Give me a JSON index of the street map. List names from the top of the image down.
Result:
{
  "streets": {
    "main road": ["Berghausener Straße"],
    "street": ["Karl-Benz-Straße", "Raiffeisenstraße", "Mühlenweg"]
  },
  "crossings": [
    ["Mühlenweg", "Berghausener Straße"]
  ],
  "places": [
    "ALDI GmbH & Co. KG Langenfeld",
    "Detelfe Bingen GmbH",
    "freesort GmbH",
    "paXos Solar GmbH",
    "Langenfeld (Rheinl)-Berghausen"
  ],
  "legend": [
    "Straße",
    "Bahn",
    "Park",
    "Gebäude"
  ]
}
* * *
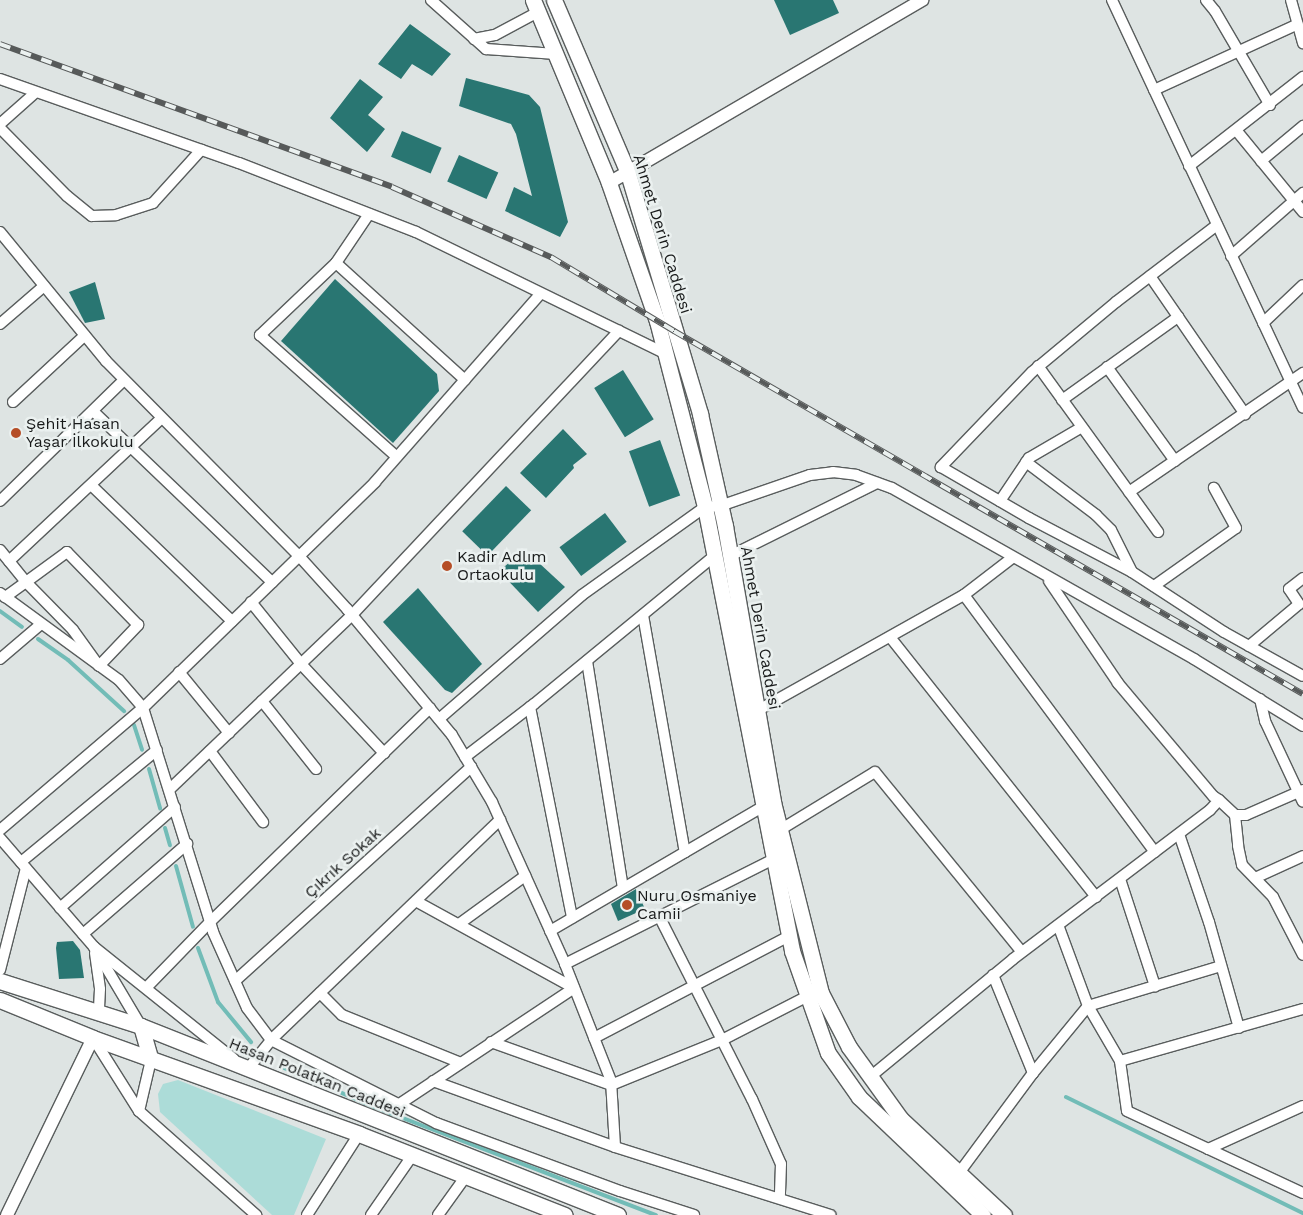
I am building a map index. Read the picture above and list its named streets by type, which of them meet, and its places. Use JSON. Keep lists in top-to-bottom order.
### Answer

**Problem description:**
If a line of the entries contains "index", it counts; say how many such lines there are and give only the number.

**Finished task:**
2